> TASK OBJECTIVE: Scan the entries that follow and work out how many lines contain "sans". Give the number and nothing else.

> Collected data:

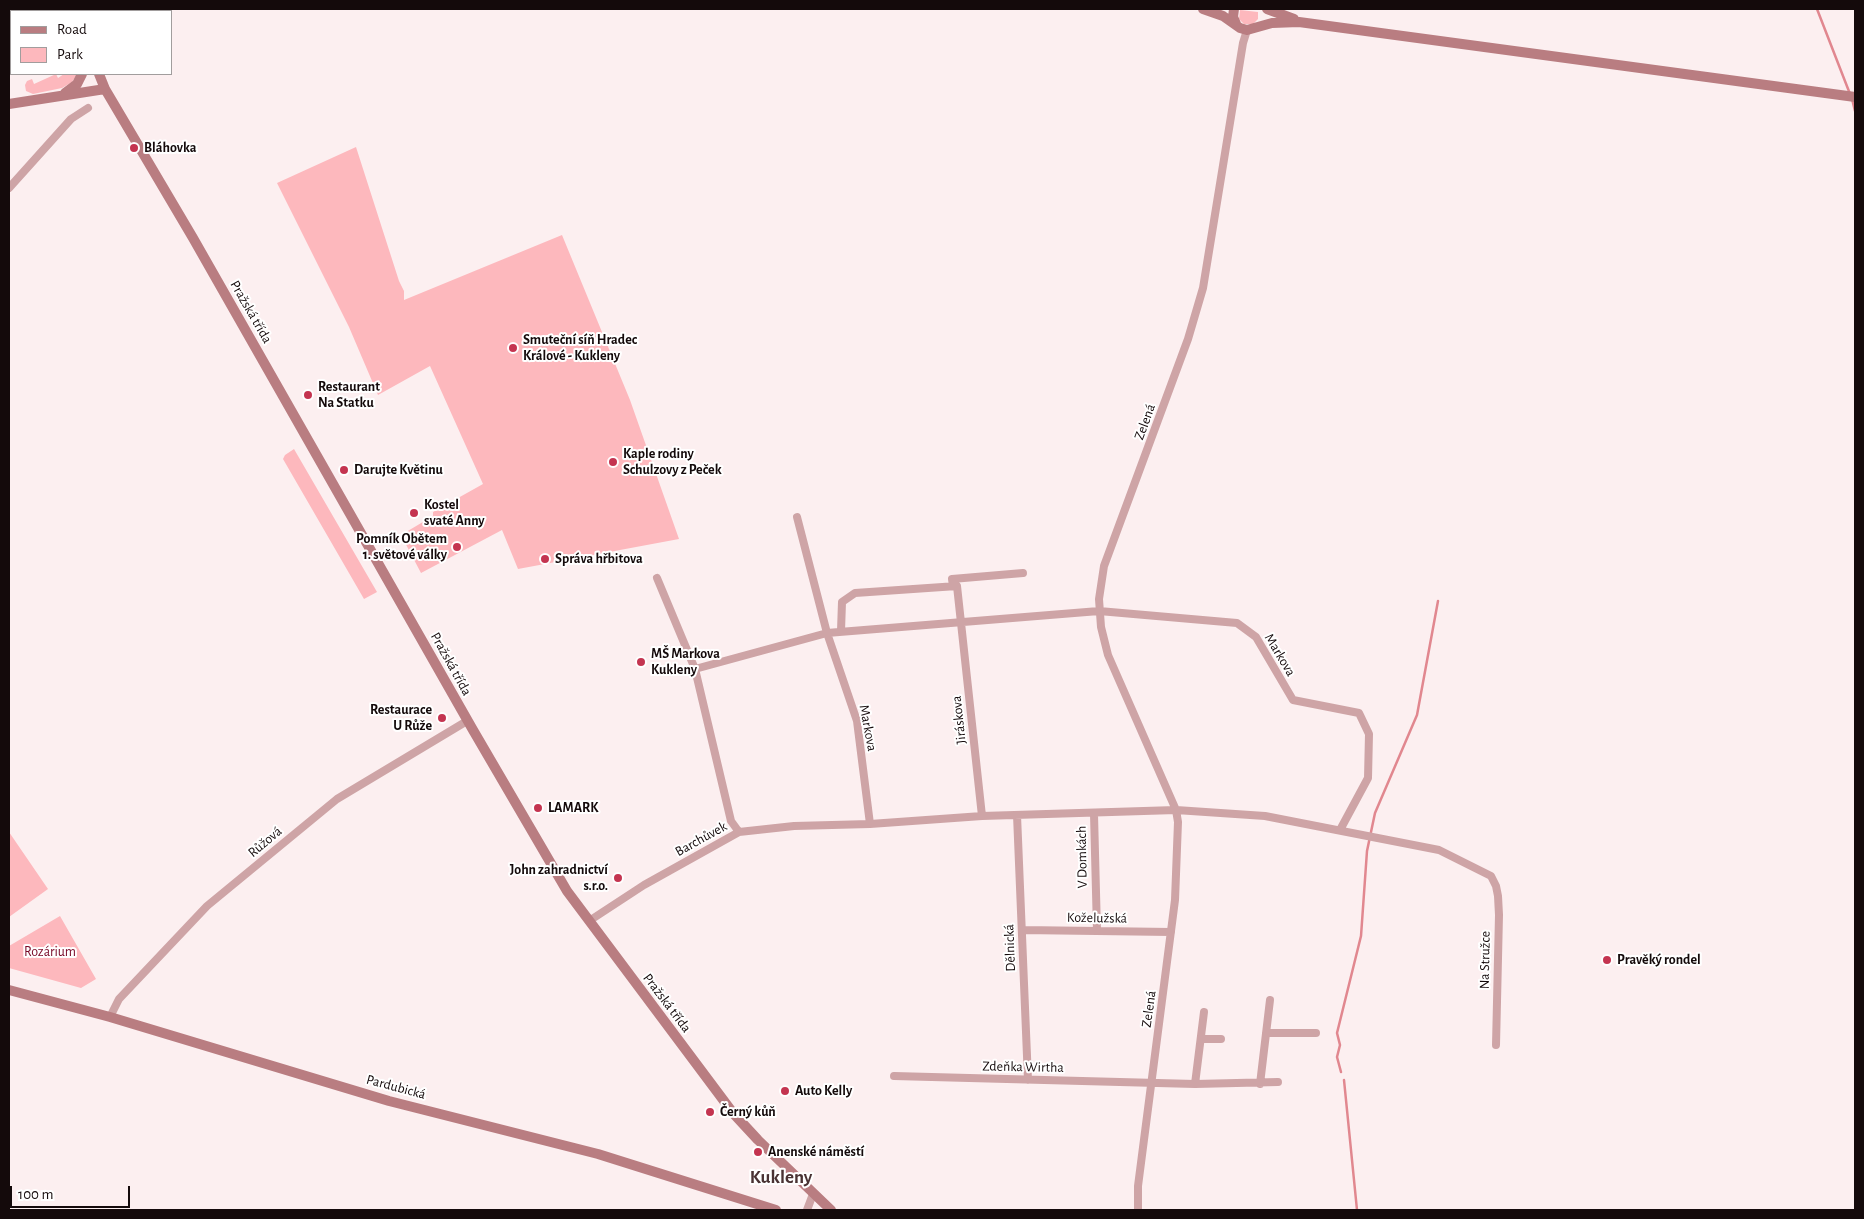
<!DOCTYPE html>
<meta charset="utf-8">
<style>
body{margin:0}
#map{position:relative;width:1864px;height:1219px;overflow:hidden;background:#fceff0;font-family:"Alegreya Sans",sans-serif}
canvas{display:block}
.frame{position:absolute;inset:0;border:10px solid #140a0b;pointer-events:none}
.legend{position:absolute;left:10px;top:10px;width:162px;height:65px;box-sizing:border-box;background:#fff;border:1px solid #a19d9d;margin:0;padding:6px 9px;list-style:none;font-size:15px;color:#140a0b}
.legend li{display:flex;align-items:center;gap:10px;height:25px}
.legend b{width:25px;border:1px solid #a19d9d}
.scale{position:absolute;left:10px;top:1186px;width:120px;height:22px;box-sizing:border-box;border:2px solid #140a0b;border-top:0;padding-left:6px;font-size:15px;line-height:18px;white-space:nowrap;color:#140a0b;-webkit-text-stroke:4px #fff;paint-order:stroke}
</style>
<div id="map">
<canvas width="1864" height="1219"></canvas>
<div class="frame"></div>
<ul class="legend">
<li><b style="height:6px;background:#b97d81"></b>Road</li>
<li><b style="height:14px;background:#fdb8bd"></b>Park</li>
</ul>
<div class="scale">100 m</div>
</div>
<script>
const context = document.querySelector('canvas').getContext('2d');
context.lineJoin = 'round';
function paint(path, color) {
  context.fillStyle = color;
  context.fill(path, 'evenodd');
}
function poly(rows) {
  const path = new Path2D();
  for (const r of rows) {
    path.moveTo(r[0], r[1]);
    for (let i = 2; i < r.length; i += 2) path.lineTo(r[i], r[i + 1]);
  }
  return path;
}
function stroke(path, color, width, dash) {
  context.strokeStyle = color;
  context.lineWidth = width;
  context.lineCap = dash ? 'butt' : 'round';
  context.setLineDash(dash || []);
  context.stroke(path);
}
function label(font, color, halo, rows, align = 'center') {
  context.font = font + ' "Alegreya Sans",sans-serif';
  context.lineWidth = 4;
  context.setLineDash([]);
  context.textBaseline = 'middle';
  context.strokeStyle = halo;
  context.fillStyle = color;
  for (const [text, x, y, turn = 0] of rows) {
    context.save();
    context.translate(x, y);
    context.rotate((+turn || 0) * Math.PI / 180);
    context.textAlign = isNaN(turn) ? turn : align;
    if (halo) context.strokeText(text, 0, 0);
    context.fillText(text, 0, 0);
    context.restore();
  }
}
const green = poly([
 [1240,10,1258,12,1258,19,1253,24,1244,24,1239,19],
 [56,74,58,78,64,74,77,74,72,82,62,88,33,94,26,91,25,85,27,81,32,79,34,84],
 [356,147,399,281,404,291,404,300,562,235,630,400,679,539,518,569,502,530,421,573,401,535,433,516,433,512,483,484,430,366,378,395,349,327,277,183],
 [294,449,377,592,364,599,283,459,285,455],
 [9,832,48,889,9,917],
 [60,916,96,979,81,988,9,968,9,946]
]);
const stream = poly([
 [1817,9,1850,94],
 [1852,99,1855,111],
 [1341,1072,1337,1057,1340,1045,1337,1033,1361,936,1367,851,1375,813,1417,715,1438,601],
 [1344,1080,1357,1210]
]);
const street = poly([
 [9,188,71,119,88,108],
 [797,517,827,633,857,721,870,824,982,816,1176,810,1265,816,1439,850,1491,876,1496,886,1498,896,1499,915,1496,1045],
 [657,578,695,669],
 [953,586,952,579,1023,573],
 [841,631,842,602,855,593,957,586,982,816],
 [1094,814,1097,931],
 [1017,815,1028,1080],
 [739,832,731,821,695,669,827,633,1099,611,1237,623,1256,637,1293,700,1359,713,1369,734,1368,778,1340,830],
 [589,921,644,885,739,832,794,826,870,824],
 [1022,930,1171,932],
 [110,1017,119,999,207,906,337,799,467,721],
 [1266,1033,1316,1033],
 [1201,1039,1221,1039],
 [894,1076,1195,1084,1278,1082],
 [1195,1084,1204,1012],
 [1260,1084,1270,1000],
 [807,1210,813,1194],
 [1138,1210,1138,1186,1175,900,1178,822,1176,810,1108,655,1101,627,1099,599,1104,566,1188,339,1203,288,1243,43,1247,30]
]);
const secondary = poly([
 [70,9,71,11],
 [1203,9,1223,16,1240,28,1247,30,1272,23,1299,22,1855,97],
 [1234,9,1233,17,1236,24],
 [1267,9,1294,19],
 [99,74,105,89,193,238,473,730,567,891,733,1113,758,1140,831,1210],
 [65,93,77,84,82,74],
 [9,104,105,89],
 [9,990,110,1017,389,1101,598,1154,776,1210]
]);
const markers = [
 [134,148,5,"#c43450"],
 [513,348,5,"#c43450"],
 [308,395,5,"#c43450"],
 [613,462,5,"#c43450"],
 [344,470,5,"#c43450"],
 [414,513,5,"#c43450"],
 [457,547,5,"#c43450"],
 [545,559,5,"#c43450"],
 [641,662,5,"#c43450"],
 [442,718,5,"#c43450"],
 [538,808,5,"#c43450"],
 [618,878,5,"#c43450"],
 [1607,960,5,"#c43450"],
 [785,1091,5,"#c43450"],
 [710,1112,5,"#c43450"],
 [758,1152,5,"#c43450"]
];
const poiNames = [
 ["Bláhovka",144,148],
 ["Smuteční síň Hradec",523,340],
 ["Králové - Kukleny",523,356],
 ["Restaurant",318,387],
 ["Na Statku",318,403],
 ["Kaple rodiny",623,454],
 ["Schulzovy z Peček",623,470],
 ["Darujte Květinu",354,470],
 ["Kostel",424,505],
 ["svaté Anny",424,521],
 ["Pomník Obětem",447,539,"right"],
 ["1. světové války",447,555,"right"],
 ["Správa hřbitova",555,559],
 ["MŠ Markova",651,654],
 ["Kukleny",651,670],
 ["Restaurace",432,710,"right"],
 ["U Růže",432,726,"right"],
 ["LAMARK",548,808],
 ["John zahradnictví",608,870,"right"],
 ["s.r.o.",608,886,"right"],
 ["Pravěký rondel",1617,960],
 ["Auto Kelly",795,1091],
 ["Černý kůň",720,1112],
 ["Anenské náměstí",768,1152]
];
const streetNames = [
 ["Pražská třída",251,312,60],
 ["Zelená",1145,422,-70],
 ["Markova",1280,655,59],
 ["Pražská třída",451,664,61],
 ["Jiráskova",959,720,-96],
 ["Markova",868,728,79],
 ["Barchůvek",701,839,-29],
 ["Růžová",265,842,-40],
 ["V Domkách",1082,857,-91],
 ["Koželužská",1097,918,1],
 ["Dělnická",1010,948,-92],
 ["Na Stružce",1485,960,-89],
 ["Pražská třída",667,1003,53],
 ["Zelená",1149,1009,-82],
 ["Zdeňka Wirtha",1023,1067,1],
 ["Pardubická",396,1087,15]
];
const parkNames = [
 ["Rozárium",50,952]
];
const districtNames = [
 ["Kukleny",781,1177]
];
paint(green, '#fdb8bd');
stroke(stream, '#e1878f', 2.5);
stroke(street, '#cea4a6', 8);
stroke(secondary, '#b97d81', 10);
for (const [x, y, r, color] of markers) {
  const dot = new Path2D();
  dot.arc(x, y, r, 0, 2 * Math.PI);
  context.fillStyle = color;
  context.fill(dot);
  stroke(dot, '#fff', 2);
}
label('bold 14px', '#140a0b', '#fff', poiNames, 'left');
label('14px', '#140a0b', '#fff', streetNames);
label('14px', '#770827', '#fff', parkNames);
label('bold 19px', '#493233', '#fff', districtNames);
</script>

> EXERCISE ANSWER: 2